The UK has scope for considerable growth as it currently lags behind other markets
The UK’s penetration rate, measured by the number of IRCs as a proportion of over 65s, is far below that of other western countries. Just 1.0% of those in the UK aged over 65 live in IRCs (otherwise known as ‘housing with care’), compared to 6.5% in the USA and 5.5% in the US and Australia, respectively.
This does, however, mean that the UK has considerable scope for growth. If the UK’s provision rate were to reach 5%, a little less than the US and Australian markets, the IRC sector would grow to around 415,000 homes. That equates to an extra 325,000 homes and around £125bn in value.
The opportunity will grow further as the UK’s population continues to age
By 2030, the number of over 65s in the UK is projected to total over 15 million, which is 2.4 million more than today. Put another way, in ten years’ time, the population of over 65s will be increasing by 300,000 people every year.

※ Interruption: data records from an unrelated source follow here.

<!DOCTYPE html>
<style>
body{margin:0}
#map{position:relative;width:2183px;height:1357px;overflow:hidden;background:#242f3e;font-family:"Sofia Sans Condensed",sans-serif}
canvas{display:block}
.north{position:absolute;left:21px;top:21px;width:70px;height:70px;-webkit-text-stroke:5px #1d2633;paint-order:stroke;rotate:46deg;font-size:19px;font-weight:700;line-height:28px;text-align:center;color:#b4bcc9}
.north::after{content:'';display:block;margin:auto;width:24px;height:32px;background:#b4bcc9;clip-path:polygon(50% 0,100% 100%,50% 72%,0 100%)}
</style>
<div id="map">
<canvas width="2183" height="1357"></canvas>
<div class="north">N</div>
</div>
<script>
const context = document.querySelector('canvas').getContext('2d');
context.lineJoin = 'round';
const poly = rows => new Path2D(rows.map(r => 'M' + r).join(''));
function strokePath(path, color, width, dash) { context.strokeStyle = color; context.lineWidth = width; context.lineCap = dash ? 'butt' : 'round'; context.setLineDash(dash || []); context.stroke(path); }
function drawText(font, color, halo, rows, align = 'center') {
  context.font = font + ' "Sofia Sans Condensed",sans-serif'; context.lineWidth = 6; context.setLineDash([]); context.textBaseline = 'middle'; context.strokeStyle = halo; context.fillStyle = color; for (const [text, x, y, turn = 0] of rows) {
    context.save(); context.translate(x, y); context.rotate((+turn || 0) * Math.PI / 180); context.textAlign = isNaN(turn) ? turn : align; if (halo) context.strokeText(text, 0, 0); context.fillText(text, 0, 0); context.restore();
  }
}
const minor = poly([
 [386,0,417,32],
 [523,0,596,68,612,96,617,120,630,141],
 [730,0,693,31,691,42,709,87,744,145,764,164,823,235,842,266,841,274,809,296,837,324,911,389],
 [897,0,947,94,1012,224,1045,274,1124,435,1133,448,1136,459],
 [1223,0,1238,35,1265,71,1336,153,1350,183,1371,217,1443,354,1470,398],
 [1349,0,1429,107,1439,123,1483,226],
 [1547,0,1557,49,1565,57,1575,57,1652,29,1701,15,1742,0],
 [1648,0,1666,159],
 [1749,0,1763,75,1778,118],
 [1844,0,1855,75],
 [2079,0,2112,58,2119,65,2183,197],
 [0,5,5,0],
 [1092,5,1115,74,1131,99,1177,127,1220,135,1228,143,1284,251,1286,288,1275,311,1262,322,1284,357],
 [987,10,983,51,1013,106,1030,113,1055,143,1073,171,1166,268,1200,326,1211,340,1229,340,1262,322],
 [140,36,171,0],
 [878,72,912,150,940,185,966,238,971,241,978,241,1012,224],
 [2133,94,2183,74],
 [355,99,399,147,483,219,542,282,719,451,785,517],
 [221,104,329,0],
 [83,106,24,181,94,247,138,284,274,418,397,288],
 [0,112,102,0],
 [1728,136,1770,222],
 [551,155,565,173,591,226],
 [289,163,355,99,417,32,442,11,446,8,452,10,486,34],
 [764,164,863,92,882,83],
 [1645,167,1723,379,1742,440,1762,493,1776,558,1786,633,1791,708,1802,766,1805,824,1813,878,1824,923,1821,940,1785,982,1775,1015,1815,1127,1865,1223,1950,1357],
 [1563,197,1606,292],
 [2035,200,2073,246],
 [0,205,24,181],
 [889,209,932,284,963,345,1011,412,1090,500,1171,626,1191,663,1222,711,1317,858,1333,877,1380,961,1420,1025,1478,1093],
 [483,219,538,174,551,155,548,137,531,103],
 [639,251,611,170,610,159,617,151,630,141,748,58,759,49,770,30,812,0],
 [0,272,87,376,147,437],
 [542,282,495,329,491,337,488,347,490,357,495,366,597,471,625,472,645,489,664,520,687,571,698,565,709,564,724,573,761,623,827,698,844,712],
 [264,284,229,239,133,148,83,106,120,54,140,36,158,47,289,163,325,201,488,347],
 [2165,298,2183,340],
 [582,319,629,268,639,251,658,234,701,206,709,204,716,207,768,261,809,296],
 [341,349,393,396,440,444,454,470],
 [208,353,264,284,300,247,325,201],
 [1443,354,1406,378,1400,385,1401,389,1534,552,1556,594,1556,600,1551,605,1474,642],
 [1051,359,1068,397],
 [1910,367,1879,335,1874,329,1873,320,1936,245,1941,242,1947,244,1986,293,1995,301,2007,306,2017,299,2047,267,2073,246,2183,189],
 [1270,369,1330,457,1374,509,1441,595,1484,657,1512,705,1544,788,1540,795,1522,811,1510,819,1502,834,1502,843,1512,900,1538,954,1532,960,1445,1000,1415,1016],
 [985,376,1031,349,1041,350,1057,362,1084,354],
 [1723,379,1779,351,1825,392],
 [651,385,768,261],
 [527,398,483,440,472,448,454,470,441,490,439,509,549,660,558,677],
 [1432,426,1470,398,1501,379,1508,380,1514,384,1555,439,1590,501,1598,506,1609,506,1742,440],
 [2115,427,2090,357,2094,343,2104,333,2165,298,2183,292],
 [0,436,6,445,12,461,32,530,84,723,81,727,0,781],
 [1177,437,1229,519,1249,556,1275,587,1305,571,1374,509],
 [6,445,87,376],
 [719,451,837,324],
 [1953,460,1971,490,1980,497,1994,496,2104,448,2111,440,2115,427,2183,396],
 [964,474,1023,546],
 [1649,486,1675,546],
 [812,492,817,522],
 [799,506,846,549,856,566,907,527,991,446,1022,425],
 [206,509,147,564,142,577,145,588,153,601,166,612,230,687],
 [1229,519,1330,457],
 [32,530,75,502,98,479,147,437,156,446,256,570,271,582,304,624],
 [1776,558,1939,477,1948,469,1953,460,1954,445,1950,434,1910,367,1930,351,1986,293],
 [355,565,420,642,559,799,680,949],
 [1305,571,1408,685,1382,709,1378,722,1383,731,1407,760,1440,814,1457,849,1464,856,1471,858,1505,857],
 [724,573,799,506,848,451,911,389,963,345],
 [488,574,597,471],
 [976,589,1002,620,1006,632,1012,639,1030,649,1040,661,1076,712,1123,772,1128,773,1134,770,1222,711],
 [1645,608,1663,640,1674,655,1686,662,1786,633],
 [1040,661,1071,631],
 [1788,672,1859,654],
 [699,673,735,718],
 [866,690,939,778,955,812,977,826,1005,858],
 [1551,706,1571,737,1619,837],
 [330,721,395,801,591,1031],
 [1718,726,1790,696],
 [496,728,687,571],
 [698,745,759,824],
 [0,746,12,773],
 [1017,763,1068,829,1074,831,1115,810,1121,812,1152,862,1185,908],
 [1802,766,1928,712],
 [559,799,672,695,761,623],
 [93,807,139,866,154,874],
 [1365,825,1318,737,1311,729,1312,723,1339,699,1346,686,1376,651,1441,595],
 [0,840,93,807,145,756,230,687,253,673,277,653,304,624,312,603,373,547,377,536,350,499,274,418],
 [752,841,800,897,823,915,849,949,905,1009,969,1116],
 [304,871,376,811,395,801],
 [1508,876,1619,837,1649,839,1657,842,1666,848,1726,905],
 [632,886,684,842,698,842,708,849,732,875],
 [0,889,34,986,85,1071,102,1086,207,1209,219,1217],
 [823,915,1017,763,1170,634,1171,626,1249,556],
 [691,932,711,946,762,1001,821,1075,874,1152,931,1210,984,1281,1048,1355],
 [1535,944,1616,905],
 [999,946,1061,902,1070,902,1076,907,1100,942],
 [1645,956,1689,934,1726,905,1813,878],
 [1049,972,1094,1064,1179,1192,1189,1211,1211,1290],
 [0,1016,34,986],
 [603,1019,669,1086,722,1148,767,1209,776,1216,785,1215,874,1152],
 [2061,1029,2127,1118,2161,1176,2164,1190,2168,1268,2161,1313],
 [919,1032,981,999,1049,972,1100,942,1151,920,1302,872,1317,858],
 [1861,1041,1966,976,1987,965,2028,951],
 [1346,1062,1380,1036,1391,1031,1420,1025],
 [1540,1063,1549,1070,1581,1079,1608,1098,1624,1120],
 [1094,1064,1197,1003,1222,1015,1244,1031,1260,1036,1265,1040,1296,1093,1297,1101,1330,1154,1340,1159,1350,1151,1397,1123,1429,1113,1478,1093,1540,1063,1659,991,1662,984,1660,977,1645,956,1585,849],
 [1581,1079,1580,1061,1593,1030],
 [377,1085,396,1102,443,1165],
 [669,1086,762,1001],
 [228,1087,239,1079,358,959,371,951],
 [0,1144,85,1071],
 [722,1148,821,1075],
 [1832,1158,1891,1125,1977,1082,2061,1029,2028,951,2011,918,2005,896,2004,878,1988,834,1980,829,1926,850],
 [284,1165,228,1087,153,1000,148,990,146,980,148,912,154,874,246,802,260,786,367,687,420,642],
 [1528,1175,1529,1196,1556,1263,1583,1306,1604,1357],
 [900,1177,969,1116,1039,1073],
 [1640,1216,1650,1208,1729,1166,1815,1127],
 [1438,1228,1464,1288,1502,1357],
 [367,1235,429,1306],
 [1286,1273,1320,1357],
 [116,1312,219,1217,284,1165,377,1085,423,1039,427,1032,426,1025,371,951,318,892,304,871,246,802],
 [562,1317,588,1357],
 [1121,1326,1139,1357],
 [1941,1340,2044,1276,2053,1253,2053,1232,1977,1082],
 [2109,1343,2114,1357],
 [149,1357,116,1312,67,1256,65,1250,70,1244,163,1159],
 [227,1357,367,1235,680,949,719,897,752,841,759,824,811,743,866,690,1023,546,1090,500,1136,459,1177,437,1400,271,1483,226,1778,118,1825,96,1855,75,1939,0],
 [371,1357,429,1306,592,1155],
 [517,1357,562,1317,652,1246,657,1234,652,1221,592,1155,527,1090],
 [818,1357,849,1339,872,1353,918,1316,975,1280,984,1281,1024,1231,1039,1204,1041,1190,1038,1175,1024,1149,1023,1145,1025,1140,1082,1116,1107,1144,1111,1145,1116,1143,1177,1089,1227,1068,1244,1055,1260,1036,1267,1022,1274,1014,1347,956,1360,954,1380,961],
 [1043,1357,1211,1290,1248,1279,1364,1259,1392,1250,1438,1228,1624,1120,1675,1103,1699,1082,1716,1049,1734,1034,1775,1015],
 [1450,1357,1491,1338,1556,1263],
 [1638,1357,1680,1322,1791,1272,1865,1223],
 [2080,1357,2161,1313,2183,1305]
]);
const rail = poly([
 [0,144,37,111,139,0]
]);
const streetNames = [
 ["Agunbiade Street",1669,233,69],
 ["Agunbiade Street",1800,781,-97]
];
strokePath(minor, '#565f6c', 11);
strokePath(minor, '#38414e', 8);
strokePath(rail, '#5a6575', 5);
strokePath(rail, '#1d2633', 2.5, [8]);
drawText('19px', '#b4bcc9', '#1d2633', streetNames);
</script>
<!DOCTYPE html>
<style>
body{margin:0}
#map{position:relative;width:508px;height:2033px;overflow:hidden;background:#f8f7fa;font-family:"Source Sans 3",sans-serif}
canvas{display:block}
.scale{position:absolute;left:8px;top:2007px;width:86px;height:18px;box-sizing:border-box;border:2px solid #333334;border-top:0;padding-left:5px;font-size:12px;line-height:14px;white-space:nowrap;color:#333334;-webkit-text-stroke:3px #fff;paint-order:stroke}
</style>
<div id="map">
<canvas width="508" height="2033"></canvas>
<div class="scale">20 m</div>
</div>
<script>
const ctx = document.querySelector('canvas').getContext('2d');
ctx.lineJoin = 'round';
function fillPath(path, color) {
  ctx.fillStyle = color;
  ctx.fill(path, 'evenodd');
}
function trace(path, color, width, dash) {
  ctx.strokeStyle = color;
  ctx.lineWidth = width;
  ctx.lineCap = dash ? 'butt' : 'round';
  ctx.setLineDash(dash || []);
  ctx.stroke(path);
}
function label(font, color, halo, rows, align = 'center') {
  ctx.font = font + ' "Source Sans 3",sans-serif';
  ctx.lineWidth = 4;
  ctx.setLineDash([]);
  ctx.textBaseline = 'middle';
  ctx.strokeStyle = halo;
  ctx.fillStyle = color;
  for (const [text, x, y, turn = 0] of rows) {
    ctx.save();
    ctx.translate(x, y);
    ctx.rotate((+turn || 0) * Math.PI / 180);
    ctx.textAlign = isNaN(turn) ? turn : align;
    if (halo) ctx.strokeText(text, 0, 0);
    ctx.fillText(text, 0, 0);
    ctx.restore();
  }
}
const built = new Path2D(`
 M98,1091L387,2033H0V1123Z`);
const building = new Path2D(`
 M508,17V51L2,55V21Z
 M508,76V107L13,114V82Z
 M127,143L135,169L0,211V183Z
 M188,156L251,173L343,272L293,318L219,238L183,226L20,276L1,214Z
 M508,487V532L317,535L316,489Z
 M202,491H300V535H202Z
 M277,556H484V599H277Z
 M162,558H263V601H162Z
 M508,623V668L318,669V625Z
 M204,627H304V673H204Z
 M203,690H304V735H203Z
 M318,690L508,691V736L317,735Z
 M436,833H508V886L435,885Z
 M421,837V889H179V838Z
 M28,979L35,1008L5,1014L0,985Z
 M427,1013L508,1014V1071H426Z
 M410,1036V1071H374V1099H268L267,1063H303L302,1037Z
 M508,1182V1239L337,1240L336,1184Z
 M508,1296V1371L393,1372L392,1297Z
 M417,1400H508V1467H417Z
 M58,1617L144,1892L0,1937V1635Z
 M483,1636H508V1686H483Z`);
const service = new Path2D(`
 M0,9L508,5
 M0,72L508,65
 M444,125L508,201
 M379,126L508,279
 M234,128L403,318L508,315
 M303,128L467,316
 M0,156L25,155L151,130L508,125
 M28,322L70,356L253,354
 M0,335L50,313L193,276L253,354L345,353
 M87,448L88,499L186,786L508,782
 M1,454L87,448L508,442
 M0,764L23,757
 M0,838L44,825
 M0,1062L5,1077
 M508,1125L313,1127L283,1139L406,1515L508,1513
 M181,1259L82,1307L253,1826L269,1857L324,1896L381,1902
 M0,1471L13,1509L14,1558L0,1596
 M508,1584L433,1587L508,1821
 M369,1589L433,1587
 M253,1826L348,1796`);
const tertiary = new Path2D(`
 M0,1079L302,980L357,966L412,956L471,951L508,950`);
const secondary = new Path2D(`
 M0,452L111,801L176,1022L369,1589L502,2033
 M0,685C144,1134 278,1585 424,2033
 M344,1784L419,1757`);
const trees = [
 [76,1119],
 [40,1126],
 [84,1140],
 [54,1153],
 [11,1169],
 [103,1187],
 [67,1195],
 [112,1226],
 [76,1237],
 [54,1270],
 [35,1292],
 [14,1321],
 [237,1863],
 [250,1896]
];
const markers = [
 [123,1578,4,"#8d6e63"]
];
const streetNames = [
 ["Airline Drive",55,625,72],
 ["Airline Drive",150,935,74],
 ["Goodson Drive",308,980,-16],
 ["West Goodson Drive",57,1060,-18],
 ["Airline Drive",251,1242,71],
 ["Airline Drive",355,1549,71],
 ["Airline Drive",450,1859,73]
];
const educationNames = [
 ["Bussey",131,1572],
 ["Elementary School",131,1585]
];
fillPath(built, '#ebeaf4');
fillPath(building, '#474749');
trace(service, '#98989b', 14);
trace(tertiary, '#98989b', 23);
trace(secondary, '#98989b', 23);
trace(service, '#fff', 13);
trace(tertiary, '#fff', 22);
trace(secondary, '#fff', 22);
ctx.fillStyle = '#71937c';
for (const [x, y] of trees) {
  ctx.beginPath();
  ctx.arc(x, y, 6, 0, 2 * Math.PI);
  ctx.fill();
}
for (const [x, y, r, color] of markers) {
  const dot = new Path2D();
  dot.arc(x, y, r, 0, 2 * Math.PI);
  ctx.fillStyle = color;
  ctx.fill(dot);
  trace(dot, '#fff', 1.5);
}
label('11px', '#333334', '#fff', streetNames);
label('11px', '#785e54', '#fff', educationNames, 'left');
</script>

If the IRC sector continues to add around 4,000 homes each year, as it currently does, the provision rate would only increase from 1.0% today, to 1.3% by 2030, underscoring the need and potential for significant continued growth in the sector.
Buyers of senior living homes are willing to pay more and move further
Savills examined the 40 largest senior living schemes (a mixture of IRCs and retirement housing) to complete in the UK between 2016 and 2020, all with c.100 homes or more and with over 6,000 homes in the total sample.
Its analysis revealed that the average purchaser of a home in a new build senior living scheme is prepared to move 76% (3.8 miles) further than the average residential new build buyer.
Homes in IRCs commanded a premium of 17% over their wider local new build market. Retirement housing (age restricted but with minimal amenity or care facilities) commanded a smaller premium, of 4% above their wider local new build market.
The vast majority (64%) of movers into senior living homes were downsizers. The proportion of people moving into larger properties or a property of a similar size (less than 10% larger or smaller) was the same, at 18% each.
Movers into IRCs also move from larger properties than those moving into retirement housing, with households who move into IRCs moving into homes that are 22% smaller on average than their previous home.